**Problem to work on:** The expected answer is a copy of every line in the listing that has the word "JAMES".

──────── Supplied records

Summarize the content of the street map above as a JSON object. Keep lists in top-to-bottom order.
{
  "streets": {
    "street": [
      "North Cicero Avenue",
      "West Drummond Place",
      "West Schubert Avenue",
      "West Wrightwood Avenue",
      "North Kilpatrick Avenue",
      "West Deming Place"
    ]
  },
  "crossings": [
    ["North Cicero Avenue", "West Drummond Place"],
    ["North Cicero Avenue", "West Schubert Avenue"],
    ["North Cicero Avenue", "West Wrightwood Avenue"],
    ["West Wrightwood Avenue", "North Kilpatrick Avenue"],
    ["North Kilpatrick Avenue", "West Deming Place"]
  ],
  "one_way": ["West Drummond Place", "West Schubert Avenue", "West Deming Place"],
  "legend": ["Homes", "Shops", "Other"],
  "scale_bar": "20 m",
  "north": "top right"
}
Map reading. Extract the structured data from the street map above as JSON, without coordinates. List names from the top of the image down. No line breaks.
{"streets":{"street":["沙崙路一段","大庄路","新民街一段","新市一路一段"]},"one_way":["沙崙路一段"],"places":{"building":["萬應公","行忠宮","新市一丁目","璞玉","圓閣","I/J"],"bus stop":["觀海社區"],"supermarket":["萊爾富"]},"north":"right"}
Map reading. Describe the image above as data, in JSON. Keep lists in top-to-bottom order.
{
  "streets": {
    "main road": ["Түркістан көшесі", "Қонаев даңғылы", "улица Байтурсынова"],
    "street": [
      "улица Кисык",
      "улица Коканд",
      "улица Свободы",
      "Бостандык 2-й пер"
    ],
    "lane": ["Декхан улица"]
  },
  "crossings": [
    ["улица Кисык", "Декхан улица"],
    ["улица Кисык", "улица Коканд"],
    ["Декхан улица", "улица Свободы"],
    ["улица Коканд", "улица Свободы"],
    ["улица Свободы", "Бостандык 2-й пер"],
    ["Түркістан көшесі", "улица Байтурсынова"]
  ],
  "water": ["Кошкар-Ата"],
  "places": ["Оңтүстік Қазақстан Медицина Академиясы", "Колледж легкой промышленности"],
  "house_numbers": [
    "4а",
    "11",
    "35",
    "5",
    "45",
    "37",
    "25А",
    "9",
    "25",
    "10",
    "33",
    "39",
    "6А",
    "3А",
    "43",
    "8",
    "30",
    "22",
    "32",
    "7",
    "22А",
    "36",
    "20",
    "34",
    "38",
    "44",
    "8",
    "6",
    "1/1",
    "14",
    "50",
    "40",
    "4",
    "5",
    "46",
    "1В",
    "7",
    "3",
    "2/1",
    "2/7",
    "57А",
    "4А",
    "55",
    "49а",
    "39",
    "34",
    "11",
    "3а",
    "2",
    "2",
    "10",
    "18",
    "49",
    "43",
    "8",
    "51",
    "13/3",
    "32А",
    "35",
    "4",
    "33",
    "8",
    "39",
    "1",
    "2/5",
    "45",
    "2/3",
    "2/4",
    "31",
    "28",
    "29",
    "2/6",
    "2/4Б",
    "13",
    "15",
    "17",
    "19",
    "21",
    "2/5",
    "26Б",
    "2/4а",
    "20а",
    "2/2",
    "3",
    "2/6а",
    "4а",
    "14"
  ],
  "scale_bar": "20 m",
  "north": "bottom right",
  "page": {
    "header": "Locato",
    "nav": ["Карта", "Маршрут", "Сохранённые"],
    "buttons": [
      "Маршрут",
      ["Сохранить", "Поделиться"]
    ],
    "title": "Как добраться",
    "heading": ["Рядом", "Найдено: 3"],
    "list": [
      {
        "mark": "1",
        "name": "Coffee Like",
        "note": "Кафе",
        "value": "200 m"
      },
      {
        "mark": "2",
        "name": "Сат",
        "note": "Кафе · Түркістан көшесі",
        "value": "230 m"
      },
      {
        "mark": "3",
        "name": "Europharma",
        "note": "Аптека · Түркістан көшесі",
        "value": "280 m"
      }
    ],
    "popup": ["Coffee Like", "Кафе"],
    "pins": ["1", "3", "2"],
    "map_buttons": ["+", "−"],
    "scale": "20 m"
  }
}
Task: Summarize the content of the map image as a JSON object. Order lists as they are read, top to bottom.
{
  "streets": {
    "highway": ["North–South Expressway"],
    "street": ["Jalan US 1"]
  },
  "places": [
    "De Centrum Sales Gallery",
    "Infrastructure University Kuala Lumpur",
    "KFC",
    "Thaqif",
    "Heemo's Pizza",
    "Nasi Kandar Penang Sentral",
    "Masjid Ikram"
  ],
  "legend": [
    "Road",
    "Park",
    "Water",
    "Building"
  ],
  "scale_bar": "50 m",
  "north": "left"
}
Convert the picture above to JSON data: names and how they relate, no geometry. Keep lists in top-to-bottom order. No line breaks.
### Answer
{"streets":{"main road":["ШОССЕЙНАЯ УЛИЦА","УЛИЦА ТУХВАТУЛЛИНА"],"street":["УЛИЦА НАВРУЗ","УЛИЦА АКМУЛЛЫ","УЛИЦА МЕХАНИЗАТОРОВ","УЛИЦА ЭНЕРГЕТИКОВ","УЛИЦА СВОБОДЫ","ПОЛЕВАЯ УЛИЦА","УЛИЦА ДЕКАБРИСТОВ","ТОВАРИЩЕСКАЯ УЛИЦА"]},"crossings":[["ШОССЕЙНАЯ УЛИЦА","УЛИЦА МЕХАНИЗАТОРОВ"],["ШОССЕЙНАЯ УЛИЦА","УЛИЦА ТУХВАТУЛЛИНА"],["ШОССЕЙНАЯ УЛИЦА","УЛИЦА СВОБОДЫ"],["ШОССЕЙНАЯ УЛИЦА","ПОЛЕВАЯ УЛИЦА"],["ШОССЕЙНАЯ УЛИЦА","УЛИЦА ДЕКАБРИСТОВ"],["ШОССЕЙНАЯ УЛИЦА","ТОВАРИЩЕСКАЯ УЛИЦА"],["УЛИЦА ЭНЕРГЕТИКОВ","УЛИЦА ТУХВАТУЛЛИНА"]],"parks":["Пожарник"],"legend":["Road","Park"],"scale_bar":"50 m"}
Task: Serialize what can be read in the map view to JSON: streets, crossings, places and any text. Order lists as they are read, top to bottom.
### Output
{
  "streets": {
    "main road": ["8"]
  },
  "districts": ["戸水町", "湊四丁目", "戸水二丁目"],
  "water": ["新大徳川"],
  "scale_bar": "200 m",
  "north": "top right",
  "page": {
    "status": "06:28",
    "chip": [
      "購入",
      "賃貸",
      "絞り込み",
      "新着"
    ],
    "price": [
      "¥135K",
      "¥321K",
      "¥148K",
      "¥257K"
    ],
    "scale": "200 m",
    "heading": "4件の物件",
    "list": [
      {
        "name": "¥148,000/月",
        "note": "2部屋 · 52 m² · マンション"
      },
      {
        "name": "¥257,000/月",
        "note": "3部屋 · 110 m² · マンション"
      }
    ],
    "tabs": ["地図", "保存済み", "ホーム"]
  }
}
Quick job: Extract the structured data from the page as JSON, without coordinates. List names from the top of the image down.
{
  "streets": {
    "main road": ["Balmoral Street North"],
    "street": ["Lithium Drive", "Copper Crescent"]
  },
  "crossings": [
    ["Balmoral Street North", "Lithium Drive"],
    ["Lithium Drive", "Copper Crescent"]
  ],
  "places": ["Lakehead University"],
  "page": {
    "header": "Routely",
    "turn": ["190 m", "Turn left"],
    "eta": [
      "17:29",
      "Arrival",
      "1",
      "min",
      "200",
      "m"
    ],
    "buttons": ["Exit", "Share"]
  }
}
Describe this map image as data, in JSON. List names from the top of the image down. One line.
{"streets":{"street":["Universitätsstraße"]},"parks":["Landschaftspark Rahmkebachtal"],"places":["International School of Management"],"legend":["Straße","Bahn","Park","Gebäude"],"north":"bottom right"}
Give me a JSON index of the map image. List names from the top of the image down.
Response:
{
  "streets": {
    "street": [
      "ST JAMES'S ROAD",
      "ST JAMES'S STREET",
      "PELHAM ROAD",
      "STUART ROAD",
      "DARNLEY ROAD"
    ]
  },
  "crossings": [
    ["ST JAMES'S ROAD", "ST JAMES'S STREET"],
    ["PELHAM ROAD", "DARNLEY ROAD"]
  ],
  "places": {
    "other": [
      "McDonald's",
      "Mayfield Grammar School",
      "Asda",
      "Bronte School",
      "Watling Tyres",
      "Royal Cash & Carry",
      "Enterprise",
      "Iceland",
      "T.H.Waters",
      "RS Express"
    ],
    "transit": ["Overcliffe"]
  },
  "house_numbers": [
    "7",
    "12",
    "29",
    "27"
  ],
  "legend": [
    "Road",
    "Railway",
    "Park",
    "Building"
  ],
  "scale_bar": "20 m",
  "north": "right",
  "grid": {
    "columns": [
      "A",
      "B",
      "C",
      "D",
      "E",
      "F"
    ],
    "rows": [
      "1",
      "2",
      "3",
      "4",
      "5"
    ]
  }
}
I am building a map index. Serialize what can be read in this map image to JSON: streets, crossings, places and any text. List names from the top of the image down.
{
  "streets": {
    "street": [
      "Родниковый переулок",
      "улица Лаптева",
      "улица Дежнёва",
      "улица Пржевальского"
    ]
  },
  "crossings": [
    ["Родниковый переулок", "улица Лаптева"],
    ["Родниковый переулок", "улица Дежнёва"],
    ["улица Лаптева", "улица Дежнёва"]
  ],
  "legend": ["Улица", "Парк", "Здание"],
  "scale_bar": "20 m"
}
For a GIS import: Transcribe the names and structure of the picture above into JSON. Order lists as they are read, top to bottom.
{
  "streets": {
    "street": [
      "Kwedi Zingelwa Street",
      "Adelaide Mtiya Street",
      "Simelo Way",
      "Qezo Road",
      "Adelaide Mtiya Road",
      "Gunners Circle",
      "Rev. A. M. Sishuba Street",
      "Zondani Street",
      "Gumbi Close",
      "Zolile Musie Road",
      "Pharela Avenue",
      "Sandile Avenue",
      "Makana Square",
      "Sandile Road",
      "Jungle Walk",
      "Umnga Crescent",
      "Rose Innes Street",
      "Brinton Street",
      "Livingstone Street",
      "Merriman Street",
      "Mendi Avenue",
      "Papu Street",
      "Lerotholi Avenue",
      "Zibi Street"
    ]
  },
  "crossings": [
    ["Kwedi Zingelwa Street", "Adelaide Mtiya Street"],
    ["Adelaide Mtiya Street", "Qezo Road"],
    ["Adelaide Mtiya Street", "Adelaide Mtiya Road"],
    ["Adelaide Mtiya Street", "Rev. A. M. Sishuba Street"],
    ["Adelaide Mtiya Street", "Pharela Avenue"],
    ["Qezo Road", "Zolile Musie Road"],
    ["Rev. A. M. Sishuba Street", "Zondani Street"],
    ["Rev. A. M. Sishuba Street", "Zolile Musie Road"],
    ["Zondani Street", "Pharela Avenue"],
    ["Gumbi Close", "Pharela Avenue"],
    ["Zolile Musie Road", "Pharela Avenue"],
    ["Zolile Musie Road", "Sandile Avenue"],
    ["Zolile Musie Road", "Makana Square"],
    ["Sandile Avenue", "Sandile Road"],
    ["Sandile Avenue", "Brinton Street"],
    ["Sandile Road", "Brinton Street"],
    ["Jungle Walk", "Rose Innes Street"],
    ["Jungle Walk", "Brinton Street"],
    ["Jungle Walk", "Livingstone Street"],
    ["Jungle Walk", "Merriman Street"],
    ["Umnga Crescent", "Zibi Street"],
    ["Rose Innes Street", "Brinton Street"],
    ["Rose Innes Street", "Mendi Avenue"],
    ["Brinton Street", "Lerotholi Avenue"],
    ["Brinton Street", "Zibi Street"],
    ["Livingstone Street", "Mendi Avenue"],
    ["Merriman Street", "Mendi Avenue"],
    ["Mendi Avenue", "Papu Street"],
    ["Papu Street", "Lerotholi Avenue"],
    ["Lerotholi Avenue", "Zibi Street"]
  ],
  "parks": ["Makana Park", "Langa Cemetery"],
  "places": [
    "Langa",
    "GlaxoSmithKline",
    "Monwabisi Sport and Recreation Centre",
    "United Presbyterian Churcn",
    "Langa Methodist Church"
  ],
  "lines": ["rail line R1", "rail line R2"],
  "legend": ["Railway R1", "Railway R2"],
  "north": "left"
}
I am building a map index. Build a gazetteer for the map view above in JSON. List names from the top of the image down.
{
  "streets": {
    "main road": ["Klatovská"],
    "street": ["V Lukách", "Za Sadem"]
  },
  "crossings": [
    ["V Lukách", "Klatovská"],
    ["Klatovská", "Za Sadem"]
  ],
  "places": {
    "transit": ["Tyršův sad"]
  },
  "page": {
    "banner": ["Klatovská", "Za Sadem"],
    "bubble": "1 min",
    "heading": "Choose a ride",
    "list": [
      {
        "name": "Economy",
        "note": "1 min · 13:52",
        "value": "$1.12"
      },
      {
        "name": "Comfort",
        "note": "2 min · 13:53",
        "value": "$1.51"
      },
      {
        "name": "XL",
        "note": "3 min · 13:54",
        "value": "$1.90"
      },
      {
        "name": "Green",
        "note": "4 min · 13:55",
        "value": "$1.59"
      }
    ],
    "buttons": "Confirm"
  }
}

────────────────

**Solution to the exercise:**
      "ST JAMES'S ROAD",
      "ST JAMES'S STREET",
    ["ST JAMES'S ROAD", "ST JAMES'S STREET"],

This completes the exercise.